Anyone old enough to remember "ice boxes", will remember the daily deliveries of huge blocks of ice that kept their meat and food cool inside the icebox, a forerunner of the refrigerator. But those blocks were hugely messy when they melted, and turned to liquid.
That's one problem you don't have with dry ice. Because it is just what its name says- dry ice. And when it "melts", it is actually changing its state from a solid to a gas. Dry ice is carbon dioxide gas that has been subjected to high pressure.
Just as the nature of water changes according to the sea level, boiling at lower temperatures, at lower pressures, carbon dioxide also has a solid-liquid-gas transformation related to pressure. At normal pressure, CO2 is not quite liquid, and not quite a gas. But when confined within the high-pressure chamber of a fire extinguisher, it becomes a liquid.

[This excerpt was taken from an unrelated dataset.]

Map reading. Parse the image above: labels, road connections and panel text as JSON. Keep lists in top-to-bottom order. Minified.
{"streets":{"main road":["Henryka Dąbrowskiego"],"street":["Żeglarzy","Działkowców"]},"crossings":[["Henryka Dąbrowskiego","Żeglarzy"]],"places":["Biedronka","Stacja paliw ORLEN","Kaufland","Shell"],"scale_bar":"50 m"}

To make dry ice, liquid carbon dioxide is released from a high pressure container, after which there is a rapid evaporation of some of the gas into the air, which results in almost instantaneous cooling of the rest of the escaping liquid, to freezing point. The ice/foam like product is then subjected to compression, to create blocks of ice whose surface temperature averages around -109F.
The very density, and the slow process of evaporation after compression, makes dry ice the perfect way to ship perishables over very long distances. There are no messy puddles of water because any evaporation turns the dry ice to a gas released into the air. For this very important reason, dry ice should never be carried in a closed vehicle, and/or kept in a room without proper ventilation. When the CO2 content in normal air rises about its standard 5% level, it becomes toxic.